**What the task requires**
Give back the data below word for word. Any image in it should be left out.

**Task material**
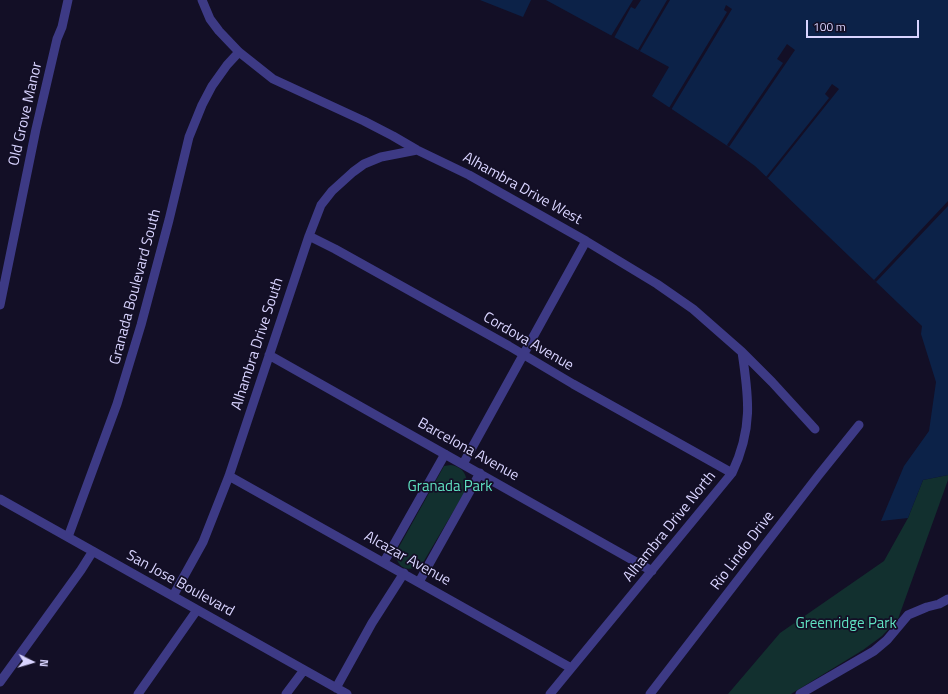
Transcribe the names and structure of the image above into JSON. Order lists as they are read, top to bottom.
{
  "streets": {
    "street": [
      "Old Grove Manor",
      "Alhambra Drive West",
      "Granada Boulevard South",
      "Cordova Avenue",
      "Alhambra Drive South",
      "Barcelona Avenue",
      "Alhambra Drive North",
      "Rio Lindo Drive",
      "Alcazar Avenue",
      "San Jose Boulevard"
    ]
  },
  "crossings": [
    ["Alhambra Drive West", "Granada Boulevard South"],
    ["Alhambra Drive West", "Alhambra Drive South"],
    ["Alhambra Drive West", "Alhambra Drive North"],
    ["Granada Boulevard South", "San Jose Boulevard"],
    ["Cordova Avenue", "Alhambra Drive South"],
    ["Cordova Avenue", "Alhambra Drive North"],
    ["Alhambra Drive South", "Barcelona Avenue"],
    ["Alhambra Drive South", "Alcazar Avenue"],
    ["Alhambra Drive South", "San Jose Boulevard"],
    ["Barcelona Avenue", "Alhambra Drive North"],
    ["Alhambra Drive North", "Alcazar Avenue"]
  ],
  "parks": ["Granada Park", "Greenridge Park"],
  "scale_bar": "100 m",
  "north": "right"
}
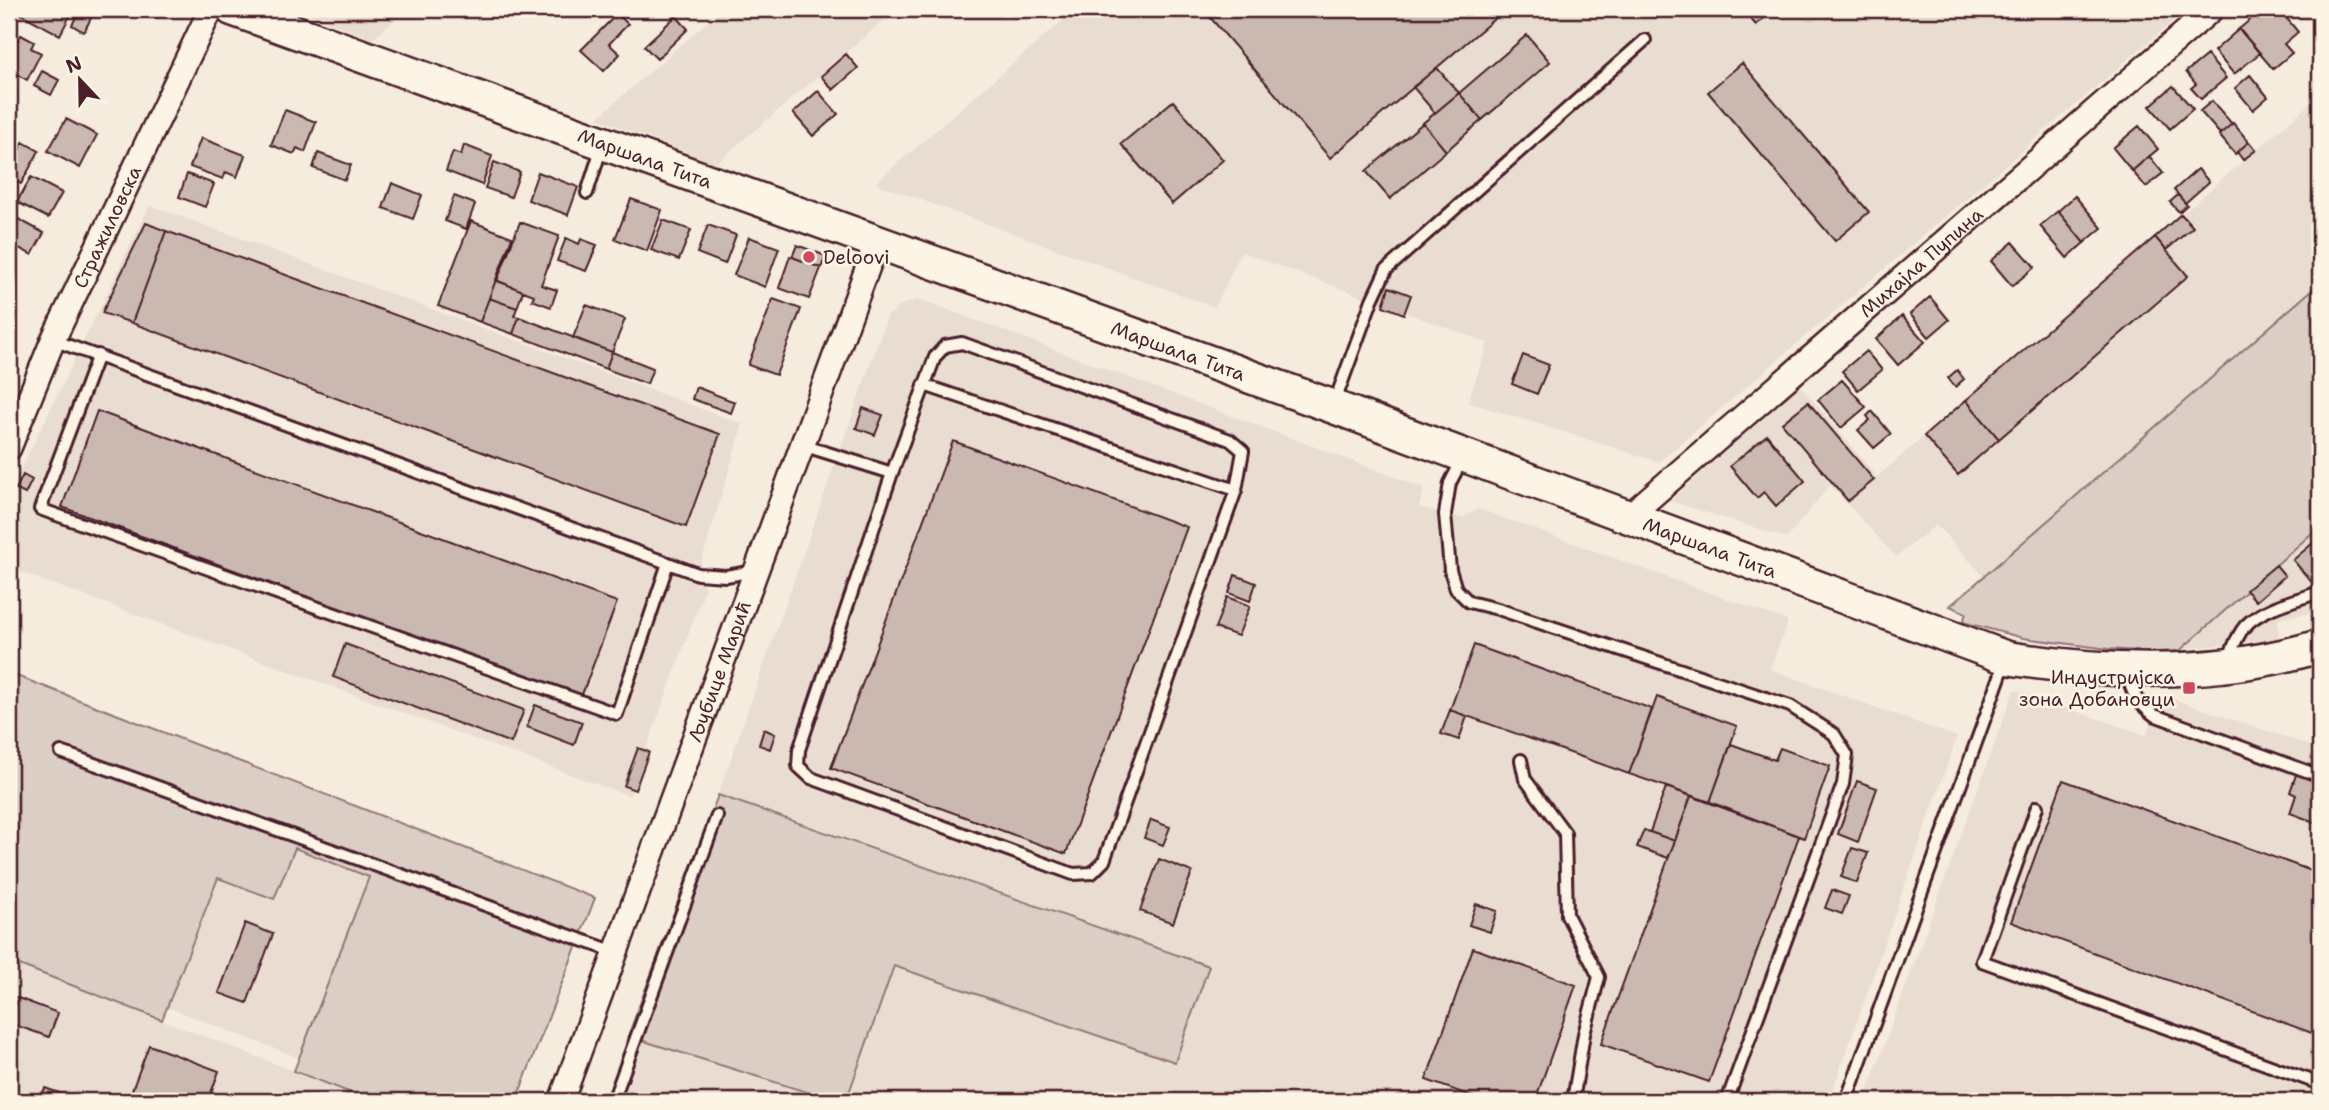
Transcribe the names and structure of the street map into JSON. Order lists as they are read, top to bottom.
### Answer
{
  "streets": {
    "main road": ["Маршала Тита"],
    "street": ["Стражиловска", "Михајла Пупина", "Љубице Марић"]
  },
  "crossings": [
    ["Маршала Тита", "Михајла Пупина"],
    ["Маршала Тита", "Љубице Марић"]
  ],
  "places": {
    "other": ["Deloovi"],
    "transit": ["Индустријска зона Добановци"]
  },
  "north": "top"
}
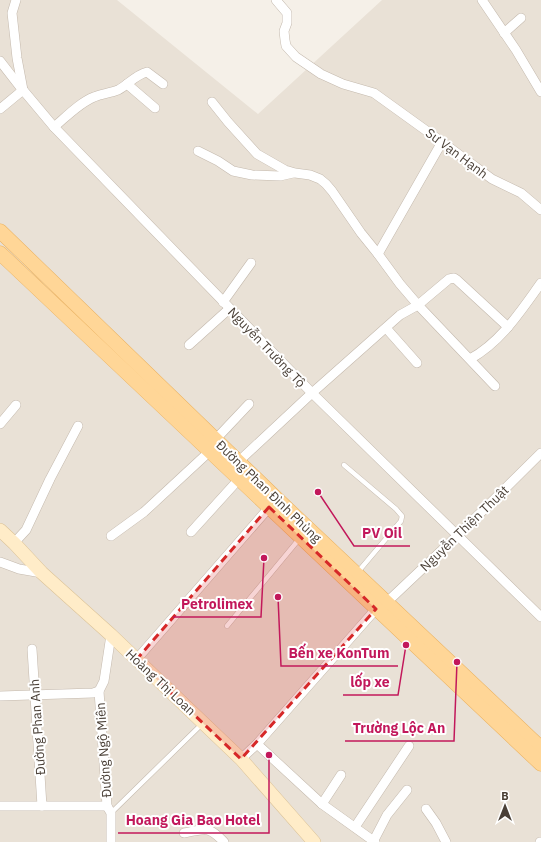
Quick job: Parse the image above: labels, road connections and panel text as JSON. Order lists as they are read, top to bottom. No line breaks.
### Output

**Task answer**
Transcribe the names and structure of the image above into JSON. Order lists as they are read, top to bottom.
{
  "streets": {
    "street": [
      "Old Grove Manor",
      "Alhambra Drive West",
      "Granada Boulevard South",
      "Cordova Avenue",
      "Alhambra Drive South",
      "Barcelona Avenue",
      "Alhambra Drive North",
      "Rio Lindo Drive",
      "Alcazar Avenue",
      "San Jose Boulevard"
    ]
  },
  "crossings": [
    ["Alhambra Drive West", "Granada Boulevard South"],
    ["Alhambra Drive West", "Alhambra Drive South"],
    ["Alhambra Drive West", "Alhambra Drive North"],
    ["Granada Boulevard South", "San Jose Boulevard"],
    ["Cordova Avenue", "Alhambra Drive South"],
    ["Cordova Avenue", "Alhambra Drive North"],
    ["Alhambra Drive South", "Barcelona Avenue"],
    ["Alhambra Drive South", "Alcazar Avenue"],
    ["Alhambra Drive South", "San Jose Boulevard"],
    ["Barcelona Avenue", "Alhambra Drive North"],
    ["Alhambra Drive North", "Alcazar Avenue"]
  ],
  "parks": ["Granada Park", "Greenridge Park"],
  "scale_bar": "100 m",
  "north": "right"
}
Transcribe the names and structure of the street map into JSON. Order lists as they are read, top to bottom.
### Answer
{
  "streets": {
    "main road": ["Маршала Тита"],
    "street": ["Стражиловска", "Михајла Пупина", "Љубице Марић"]
  },
  "crossings": [
    ["Маршала Тита", "Михајла Пупина"],
    ["Маршала Тита", "Љубице Марић"]
  ],
  "places": {
    "other": ["Deloovi"],
    "transit": ["Индустријска зона Добановци"]
  },
  "north": "top"
}
Quick job: Parse the image above: labels, road connections and panel text as JSON. Order lists as they are read, top to bottom. No line breaks.
### Output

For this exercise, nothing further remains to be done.